Tú conoces mi risa, esa risa que, incluso al principio de nuestra vida en común, te crispaba los nervios; tan poco comunicativa que, en mi juventud, tenía el poder de matar en torno mío toda alegría. Aquella noche reí ante aquel gran seminarista perplejo. Por fin, pude hablar:

– No sabe usted, señor abate, hasta qué punto es chusco eso que ha dicho. Pregúnteles a los que me conocen si soy bueno. Pregúntele a mi familia, a mis colegas. Mi razón de ser es la maldad.

Me contestó con embarazo que un hombre que es verdaderamente malo no habla de su maldad.

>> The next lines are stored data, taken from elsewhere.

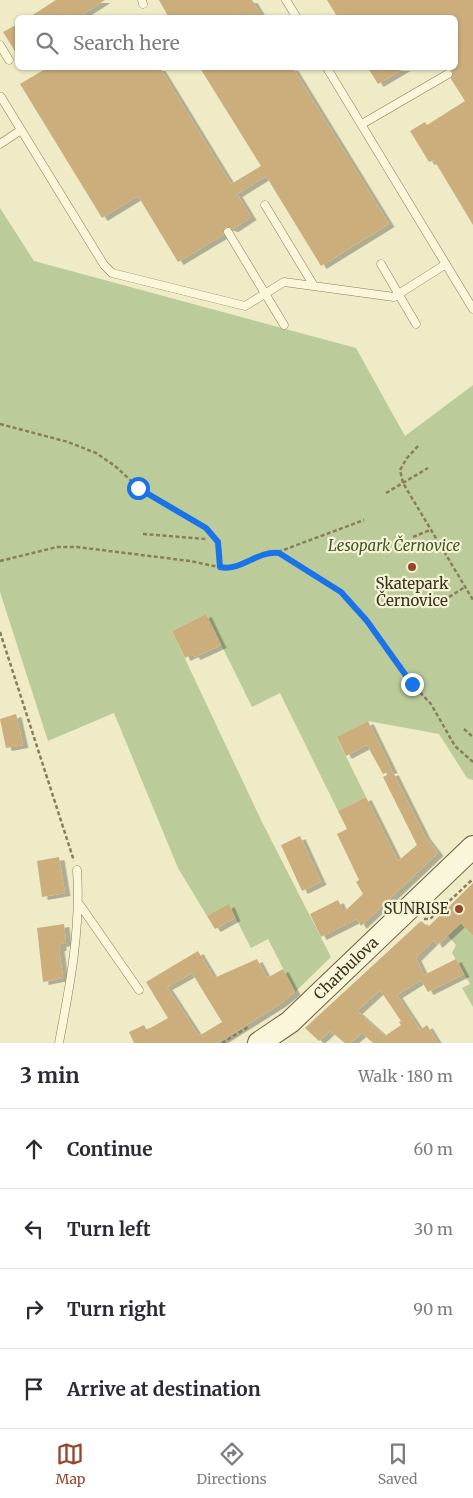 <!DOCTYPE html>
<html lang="en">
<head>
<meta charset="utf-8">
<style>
	body { margin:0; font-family:Merriweather,serif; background:#f7f7f7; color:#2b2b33 }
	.stop { position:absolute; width:15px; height:15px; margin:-11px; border:4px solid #1a73e8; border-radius:50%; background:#fff }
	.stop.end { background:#1a73e8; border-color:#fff; box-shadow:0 1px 5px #0008 }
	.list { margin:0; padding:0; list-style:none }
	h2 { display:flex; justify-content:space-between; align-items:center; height:65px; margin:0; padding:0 20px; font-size:21px }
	h2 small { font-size:16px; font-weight:400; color:#7c7c81 }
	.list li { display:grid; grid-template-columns:32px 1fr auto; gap:15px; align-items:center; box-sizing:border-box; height:80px; padding:0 20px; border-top:1px solid #e1e1e2 }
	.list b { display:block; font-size:19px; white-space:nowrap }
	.list em { font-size:16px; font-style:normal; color:#7c7c81 }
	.icon { flex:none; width:28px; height:28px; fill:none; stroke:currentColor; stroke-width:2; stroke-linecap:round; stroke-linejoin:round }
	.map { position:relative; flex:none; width:473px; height:1043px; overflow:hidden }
	.search { position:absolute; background:#fff; box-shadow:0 1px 4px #0004; left:15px; right:15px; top:15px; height:55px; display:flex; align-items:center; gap:12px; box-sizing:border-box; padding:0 18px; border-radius:8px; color:#7c7c81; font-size:19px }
	.sheet { height:385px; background:#fff }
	nav { display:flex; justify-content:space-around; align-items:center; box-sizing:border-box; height:70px; border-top:1px solid #e1e1e2; background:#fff; font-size:14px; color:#7c7c81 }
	nav a { display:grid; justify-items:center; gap:2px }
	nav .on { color:#98432c }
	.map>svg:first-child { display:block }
	.green { fill:#bbcc9a }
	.building { fill:#ccae7c; fill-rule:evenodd; filter:url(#shadow) }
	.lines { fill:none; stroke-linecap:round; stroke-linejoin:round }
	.lane-casing { stroke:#897e5c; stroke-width:9 }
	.secondary-casing { stroke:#6b5f3f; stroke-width:24 }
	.path { stroke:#897e5c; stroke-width:2.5; stroke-dasharray:4 2.5; stroke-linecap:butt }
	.lane { stroke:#f9f6d9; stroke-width:8 }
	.secondary { stroke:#f9f6d9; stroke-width:22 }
	.route { stroke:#1a73e8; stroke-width:6 }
	.poi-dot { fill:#98432c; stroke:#f5f3d6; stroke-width:2 }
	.labels { text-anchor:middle; stroke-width:4.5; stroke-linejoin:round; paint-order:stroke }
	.park-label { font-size:15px; font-style:italic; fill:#3f5626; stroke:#f5f3d6 }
	.poi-label { font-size:15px; fill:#3a321f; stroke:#f5f3d6 }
	.street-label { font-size:15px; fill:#3a321f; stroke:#f5f3d6 }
</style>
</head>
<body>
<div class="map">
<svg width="473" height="1043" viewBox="0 0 473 1043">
	<defs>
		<filter id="shadow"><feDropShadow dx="5.5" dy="3" stdDeviation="0" flood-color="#0004"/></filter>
	</defs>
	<rect width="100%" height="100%" fill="#eeebc6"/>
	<!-- green -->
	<path class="green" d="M0,208L34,261L356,348L405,436L473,385V780L467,778L439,734L368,721L337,738L366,797L338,811L280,693L252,707L206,614L172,631L262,822L331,957L295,992L268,939L251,948L229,905L207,916L178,868L114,713L48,741L0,592Z
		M461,923L473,936V1007L462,988L470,984L452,953L456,945L448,936Z"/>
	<!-- building -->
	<path class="building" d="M56,0H105L77,18H28Z
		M159,0H252L263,18H169Z
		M327,0H473V225L434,160L429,162L410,131L425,122L427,125L465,101L451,79L453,71L444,68H456V18H338Z
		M18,24V56L3,32Z
		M47,68H160L231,184L261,166L200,68H293L389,224L321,266L266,176L237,194L251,217L233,229L225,227L223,235L178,262L138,196L102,218L20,84Z
		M368,68H405L378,84Z
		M206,614L221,645L195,657L193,654L185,658L172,631Z
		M16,714L23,745L6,748L0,719Z
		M368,721L392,770L383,774L367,745L346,756L337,737Z
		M393,772L425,836L438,853L361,926L357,919L321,937L310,914L338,900L344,912L363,894L356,882L359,880L337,834L347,829L338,811L366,797L398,861L417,845L383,777Z
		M300,836L321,882L302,891L281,845Z
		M59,857L65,893L42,897L37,861Z
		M473,883V936L461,923L437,945L434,940L416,958L424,975L456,959L464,974L428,992L421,980L397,995L420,1030L427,1025L438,1043H373L362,1033L350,1043H345L330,1031L319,1041L305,1028L421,921L428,927ZM380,990L401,1021L399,1022L401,1025L385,1036L357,1011Z
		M229,904L235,918L215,929L207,916Z
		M64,924L66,943L61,944V948H59L63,978L43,982L37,928Z
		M198,951L214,978L257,959L267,978L283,969L295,992L280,1004L218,1043H134L129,1032L144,1025L147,1030L168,1018L146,982ZM192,973L222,1022L199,1036L167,987Z"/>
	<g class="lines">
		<defs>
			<path id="lane" d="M142,0L143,4
				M286,0L297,18
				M0,45L9,60
				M327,68L473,309
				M1,97L104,265L112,273L245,306L284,282L394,297L446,264
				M362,124L448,74
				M0,144L21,130
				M265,205L314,286
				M228,232L284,325
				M381,264L416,324
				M80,905L139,990
				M59,1043C70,985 81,929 77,870"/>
			<g id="secondary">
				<path id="s1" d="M259,1043L290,1022L473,847"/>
			</g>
		</defs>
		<!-- lane casing -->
		<use href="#lane" class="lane-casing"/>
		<!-- secondary casing -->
		<use href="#secondary" class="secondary-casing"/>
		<!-- path -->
		<path class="path" d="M0,424L68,442L96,453L115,466L139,488L206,527L218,541L220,567
			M418,446L407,458L400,470L403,483L473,600
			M386,493L428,468
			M143,534L206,539
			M413,537L430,530
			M278,552L364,520
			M0,561L57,547H77L190,561L228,569L271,551L279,553L341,592L367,621L412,684L431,704L455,746L473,762
			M449,597L465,587
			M0,632L74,861
			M464,729L473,737
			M424,919H430L473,879
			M222,1043L248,1027"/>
		<!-- lane -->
		<use href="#lane" class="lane"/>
		<!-- secondary -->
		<use href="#secondary" class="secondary"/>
	</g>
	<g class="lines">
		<!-- route -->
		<path class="route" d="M138,488L206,528L218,542L220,567C240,572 258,550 279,553L341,592L367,621L412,684"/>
	</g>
	<!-- markers -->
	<g class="poi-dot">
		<circle cx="412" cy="567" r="5"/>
		<circle cx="459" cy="909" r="5"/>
	</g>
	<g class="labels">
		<!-- park labels -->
		<g class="park-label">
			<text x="394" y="551">Lesopark Černovice</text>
		</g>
		<!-- poi labels -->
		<g class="poi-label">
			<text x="412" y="589">Skatepark<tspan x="412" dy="17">Černovice</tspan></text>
			<text x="449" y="914" text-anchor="end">SUNRISE</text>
		</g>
		<!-- street labels -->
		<g class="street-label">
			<text dy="5" stroke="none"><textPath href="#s1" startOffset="115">Charbulova</textPath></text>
		</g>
	</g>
</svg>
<div class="stop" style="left:138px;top:488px"></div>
<div class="stop end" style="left:412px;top:684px"></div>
<div class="search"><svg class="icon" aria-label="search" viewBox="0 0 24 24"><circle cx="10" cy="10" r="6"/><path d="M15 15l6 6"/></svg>Search here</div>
</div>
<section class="sheet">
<h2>3 min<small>Walk · 180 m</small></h2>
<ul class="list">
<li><svg class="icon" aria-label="ahead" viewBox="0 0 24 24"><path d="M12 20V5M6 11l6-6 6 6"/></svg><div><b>Continue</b></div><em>60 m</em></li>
<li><svg class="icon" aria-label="left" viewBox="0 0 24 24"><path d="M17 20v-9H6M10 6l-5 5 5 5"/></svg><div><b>Turn left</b></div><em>30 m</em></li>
<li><svg class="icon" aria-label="right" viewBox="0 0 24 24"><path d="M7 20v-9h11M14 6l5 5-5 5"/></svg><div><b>Turn right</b></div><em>90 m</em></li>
<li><svg class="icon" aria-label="arrive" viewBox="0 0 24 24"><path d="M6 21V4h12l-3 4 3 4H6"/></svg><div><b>Arrive at destination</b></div></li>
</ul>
</section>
<nav>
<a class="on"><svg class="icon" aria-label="map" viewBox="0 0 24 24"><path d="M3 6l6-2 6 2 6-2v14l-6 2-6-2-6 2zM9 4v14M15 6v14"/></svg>Map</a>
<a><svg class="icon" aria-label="directions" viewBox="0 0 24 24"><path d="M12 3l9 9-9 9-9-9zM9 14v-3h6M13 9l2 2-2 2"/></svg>Directions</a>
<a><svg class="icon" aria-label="saved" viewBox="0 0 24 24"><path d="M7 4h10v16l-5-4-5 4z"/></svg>Saved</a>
</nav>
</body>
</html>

– Le desafío -añadí- a que encuentre en mi vida algo de eso que llama usted una buena acción.

Aludiendo a mi profesión, me respondió entonces con las palabras de Cristo:

– "Yo estaba preso y vos me habéis visitado".

– En eso me beneficio yo también, señor abate. Obro por interés profesional. Todavía no hace mucho que pagaba a los carceleros para que mi nombre, en el momento oportuno, se pronunciara a oídos de los presos… Así que vea usted.

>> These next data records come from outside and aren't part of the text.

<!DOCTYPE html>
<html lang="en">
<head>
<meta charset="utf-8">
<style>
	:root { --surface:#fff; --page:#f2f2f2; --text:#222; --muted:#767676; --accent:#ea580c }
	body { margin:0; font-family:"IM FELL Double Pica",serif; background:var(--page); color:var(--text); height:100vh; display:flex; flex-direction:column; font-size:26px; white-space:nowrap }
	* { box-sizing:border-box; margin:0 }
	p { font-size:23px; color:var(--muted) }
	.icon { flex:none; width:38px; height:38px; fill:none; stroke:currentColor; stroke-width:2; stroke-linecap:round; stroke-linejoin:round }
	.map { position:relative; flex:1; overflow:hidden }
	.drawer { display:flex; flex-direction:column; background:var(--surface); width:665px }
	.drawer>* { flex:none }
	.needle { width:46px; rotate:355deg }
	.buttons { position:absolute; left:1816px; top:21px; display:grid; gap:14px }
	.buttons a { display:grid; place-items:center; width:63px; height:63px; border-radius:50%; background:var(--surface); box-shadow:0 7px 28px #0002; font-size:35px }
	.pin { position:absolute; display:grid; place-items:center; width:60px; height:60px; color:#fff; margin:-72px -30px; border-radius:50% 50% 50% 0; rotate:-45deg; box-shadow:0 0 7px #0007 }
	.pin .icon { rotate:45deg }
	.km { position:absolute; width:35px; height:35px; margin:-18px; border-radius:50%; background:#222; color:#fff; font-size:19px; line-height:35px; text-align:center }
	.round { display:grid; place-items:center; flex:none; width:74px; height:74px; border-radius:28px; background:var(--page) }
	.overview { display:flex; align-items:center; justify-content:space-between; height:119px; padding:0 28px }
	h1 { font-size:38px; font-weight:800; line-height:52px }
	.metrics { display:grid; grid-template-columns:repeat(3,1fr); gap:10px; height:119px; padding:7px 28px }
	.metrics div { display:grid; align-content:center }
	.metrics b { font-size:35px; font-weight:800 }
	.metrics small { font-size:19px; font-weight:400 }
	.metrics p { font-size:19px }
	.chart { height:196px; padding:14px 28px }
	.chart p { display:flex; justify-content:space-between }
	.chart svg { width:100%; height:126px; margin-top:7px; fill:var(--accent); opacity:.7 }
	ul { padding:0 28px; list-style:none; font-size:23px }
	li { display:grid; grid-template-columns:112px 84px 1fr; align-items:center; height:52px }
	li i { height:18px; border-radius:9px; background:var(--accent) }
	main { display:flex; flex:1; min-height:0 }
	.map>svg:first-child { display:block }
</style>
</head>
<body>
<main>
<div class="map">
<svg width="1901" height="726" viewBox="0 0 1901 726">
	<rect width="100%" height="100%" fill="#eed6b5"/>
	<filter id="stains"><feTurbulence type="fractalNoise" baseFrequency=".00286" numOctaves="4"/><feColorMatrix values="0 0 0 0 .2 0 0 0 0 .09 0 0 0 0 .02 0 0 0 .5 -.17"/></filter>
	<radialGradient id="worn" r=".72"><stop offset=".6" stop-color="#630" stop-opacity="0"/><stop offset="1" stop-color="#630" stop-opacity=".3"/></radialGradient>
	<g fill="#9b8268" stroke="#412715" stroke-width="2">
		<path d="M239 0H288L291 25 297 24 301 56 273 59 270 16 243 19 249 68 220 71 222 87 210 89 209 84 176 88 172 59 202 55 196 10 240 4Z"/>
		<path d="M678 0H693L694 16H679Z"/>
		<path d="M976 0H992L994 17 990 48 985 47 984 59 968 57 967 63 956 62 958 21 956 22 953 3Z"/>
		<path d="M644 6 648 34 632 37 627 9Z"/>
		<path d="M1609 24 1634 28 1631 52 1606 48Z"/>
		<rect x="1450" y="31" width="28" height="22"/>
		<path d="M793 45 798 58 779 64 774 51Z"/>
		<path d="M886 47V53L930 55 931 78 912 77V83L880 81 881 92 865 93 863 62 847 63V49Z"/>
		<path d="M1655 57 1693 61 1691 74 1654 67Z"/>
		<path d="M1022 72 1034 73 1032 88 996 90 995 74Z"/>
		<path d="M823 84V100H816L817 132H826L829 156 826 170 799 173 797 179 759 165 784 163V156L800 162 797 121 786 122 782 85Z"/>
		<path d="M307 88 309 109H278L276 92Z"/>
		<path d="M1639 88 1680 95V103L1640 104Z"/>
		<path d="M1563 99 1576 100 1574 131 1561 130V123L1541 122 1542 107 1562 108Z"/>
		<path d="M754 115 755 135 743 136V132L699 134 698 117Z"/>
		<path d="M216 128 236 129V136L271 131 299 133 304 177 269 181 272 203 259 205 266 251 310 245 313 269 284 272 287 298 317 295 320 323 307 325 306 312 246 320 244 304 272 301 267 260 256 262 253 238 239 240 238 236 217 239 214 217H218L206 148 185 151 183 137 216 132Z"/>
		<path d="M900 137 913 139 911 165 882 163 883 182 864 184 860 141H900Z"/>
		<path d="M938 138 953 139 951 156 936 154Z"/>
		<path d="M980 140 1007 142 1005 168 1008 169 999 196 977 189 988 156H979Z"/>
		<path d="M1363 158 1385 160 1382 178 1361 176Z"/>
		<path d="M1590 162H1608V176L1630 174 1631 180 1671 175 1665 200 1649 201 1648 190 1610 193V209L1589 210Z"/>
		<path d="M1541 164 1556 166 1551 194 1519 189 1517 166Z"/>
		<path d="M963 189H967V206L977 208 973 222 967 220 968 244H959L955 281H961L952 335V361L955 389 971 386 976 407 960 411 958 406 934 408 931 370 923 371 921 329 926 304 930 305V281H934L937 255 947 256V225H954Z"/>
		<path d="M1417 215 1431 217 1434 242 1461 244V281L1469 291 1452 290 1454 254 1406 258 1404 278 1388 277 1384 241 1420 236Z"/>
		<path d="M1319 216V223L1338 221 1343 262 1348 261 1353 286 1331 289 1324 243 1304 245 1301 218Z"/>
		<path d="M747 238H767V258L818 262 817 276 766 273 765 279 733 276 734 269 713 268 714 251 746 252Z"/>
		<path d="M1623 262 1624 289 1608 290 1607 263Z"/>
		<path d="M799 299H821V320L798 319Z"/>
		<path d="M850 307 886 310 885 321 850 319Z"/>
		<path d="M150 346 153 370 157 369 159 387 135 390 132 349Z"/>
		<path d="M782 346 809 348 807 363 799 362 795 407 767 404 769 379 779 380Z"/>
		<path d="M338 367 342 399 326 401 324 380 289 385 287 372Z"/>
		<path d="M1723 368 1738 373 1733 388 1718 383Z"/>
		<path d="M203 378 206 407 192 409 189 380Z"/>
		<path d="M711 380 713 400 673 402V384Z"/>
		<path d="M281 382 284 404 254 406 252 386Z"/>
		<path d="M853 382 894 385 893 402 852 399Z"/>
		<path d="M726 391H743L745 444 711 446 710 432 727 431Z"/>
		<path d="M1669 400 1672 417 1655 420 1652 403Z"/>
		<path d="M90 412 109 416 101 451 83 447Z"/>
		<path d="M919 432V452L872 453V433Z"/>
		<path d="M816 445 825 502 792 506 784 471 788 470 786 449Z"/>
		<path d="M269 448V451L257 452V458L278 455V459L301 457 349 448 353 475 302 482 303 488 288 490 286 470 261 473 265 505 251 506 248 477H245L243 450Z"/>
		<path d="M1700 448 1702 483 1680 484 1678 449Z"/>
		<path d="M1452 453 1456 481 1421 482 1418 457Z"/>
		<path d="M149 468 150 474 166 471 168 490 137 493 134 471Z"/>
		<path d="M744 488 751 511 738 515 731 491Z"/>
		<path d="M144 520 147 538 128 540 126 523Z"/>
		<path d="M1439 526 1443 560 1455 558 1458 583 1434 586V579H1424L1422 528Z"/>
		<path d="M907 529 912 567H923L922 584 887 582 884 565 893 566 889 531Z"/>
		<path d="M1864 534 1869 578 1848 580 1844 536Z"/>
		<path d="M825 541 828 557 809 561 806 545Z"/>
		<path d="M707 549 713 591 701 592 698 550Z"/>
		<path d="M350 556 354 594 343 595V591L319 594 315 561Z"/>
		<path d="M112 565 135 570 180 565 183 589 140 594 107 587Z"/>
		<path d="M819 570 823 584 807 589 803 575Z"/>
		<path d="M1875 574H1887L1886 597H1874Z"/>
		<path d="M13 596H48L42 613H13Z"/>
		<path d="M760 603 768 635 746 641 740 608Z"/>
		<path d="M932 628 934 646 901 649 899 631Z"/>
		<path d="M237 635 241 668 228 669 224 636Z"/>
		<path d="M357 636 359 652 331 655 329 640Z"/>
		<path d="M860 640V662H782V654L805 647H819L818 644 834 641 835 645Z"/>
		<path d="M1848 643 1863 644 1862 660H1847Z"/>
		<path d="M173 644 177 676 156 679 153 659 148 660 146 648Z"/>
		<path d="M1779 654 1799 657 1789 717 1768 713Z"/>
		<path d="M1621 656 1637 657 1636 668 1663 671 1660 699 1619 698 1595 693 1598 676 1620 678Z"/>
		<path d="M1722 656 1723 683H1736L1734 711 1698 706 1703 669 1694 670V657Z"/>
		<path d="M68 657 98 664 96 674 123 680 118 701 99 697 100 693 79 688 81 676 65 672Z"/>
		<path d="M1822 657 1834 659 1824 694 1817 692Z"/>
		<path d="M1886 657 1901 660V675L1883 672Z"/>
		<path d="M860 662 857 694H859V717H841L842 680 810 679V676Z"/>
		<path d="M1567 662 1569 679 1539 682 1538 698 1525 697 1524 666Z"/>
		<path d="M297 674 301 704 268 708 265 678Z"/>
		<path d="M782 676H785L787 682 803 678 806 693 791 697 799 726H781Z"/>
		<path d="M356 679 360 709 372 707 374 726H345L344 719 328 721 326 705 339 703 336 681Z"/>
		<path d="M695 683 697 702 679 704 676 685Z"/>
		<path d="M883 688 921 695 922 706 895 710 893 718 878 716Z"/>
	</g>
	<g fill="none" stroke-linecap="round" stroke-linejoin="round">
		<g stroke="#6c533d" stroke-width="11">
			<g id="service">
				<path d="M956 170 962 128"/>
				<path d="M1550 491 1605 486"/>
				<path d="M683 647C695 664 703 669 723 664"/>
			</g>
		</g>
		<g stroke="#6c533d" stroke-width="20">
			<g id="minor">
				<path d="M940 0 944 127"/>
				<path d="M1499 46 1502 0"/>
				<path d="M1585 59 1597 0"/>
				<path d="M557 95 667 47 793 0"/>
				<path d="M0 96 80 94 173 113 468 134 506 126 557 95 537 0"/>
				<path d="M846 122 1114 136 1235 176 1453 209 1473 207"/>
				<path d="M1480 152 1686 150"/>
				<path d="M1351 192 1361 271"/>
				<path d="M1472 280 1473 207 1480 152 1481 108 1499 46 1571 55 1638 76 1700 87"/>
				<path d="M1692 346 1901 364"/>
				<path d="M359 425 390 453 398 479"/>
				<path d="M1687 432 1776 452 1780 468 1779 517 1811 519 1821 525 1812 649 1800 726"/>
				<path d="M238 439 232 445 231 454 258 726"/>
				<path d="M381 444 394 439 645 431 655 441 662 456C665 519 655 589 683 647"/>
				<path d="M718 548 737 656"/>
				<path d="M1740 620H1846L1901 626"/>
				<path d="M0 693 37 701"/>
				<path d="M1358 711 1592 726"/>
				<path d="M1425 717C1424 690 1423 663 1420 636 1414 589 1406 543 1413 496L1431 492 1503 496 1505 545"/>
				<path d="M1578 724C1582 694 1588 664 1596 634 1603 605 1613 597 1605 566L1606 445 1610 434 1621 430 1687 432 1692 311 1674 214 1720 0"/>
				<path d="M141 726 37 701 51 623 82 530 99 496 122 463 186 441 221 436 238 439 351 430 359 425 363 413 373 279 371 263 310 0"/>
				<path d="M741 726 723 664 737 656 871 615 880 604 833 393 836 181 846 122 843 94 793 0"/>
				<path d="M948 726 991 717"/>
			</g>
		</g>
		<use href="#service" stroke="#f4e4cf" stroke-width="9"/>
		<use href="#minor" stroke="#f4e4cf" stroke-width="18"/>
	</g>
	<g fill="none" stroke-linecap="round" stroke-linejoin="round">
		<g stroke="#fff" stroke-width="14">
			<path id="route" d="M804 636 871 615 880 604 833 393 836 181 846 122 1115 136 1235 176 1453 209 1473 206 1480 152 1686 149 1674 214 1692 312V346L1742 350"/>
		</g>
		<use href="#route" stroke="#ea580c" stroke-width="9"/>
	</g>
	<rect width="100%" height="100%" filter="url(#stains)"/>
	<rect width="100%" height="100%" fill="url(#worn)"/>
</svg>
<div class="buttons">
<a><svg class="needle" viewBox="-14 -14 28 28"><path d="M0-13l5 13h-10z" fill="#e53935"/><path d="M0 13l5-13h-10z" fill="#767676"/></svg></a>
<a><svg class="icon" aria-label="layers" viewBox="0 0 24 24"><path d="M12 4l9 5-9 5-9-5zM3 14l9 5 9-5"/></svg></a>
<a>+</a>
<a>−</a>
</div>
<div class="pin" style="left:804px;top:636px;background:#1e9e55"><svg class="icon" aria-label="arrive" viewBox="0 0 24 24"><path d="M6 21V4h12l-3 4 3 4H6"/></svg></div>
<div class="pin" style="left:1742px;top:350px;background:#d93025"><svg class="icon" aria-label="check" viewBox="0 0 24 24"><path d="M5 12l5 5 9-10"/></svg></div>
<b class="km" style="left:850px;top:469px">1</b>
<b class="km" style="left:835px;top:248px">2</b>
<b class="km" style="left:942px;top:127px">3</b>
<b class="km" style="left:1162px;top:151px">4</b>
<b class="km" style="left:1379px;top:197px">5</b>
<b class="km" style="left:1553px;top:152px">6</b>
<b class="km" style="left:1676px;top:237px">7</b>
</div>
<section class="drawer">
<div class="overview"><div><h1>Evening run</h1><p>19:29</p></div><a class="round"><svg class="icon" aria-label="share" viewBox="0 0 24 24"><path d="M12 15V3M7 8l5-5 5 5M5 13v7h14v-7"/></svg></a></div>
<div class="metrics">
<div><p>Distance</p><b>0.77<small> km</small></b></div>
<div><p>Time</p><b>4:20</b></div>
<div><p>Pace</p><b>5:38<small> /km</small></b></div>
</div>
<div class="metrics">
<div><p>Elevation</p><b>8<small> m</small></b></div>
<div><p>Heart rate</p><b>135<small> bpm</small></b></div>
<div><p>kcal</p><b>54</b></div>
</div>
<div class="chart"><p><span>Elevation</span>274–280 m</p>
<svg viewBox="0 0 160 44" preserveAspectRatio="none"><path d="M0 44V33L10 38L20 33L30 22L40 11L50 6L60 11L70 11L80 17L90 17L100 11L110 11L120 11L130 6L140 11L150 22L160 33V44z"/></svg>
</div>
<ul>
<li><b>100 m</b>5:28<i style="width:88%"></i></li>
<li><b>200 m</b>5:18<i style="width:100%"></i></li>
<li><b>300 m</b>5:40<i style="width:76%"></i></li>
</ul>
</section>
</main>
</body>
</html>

No recuerdo su respuesta. Caminábamos bajo los tilos. ¡Cuánto te hubiera asombrado si te hubiese dicho que hallaba cierto goce en la compañía de aquel hombre con sotana! Y era verdad, sin embargo.

Yo me levantaba con el sol y bajaba para respirar el aire fresco del alba. Veía al abate dirigirse a misa. Caminaba con rápidos pasos, tan absorto en sus pensamientos que algunas veces pasaba sin verme a pocos metros de mí. Era en la época en que te abrumaba con mis burlas, en que me ensañaba haciendo que te contradijeras con tus propios principios… Esto no impedía que me diera cuenta de las cosas. Fingía creer, cada vez que te sorprendía en flagrante delito de avaricia o dureza, que no quedaba entre vosotros ninguna huella del espíritu de Cristo, y no ignoraba que bajo mi techo vivía un hombre según ese espíritu, pero ignorado de todos.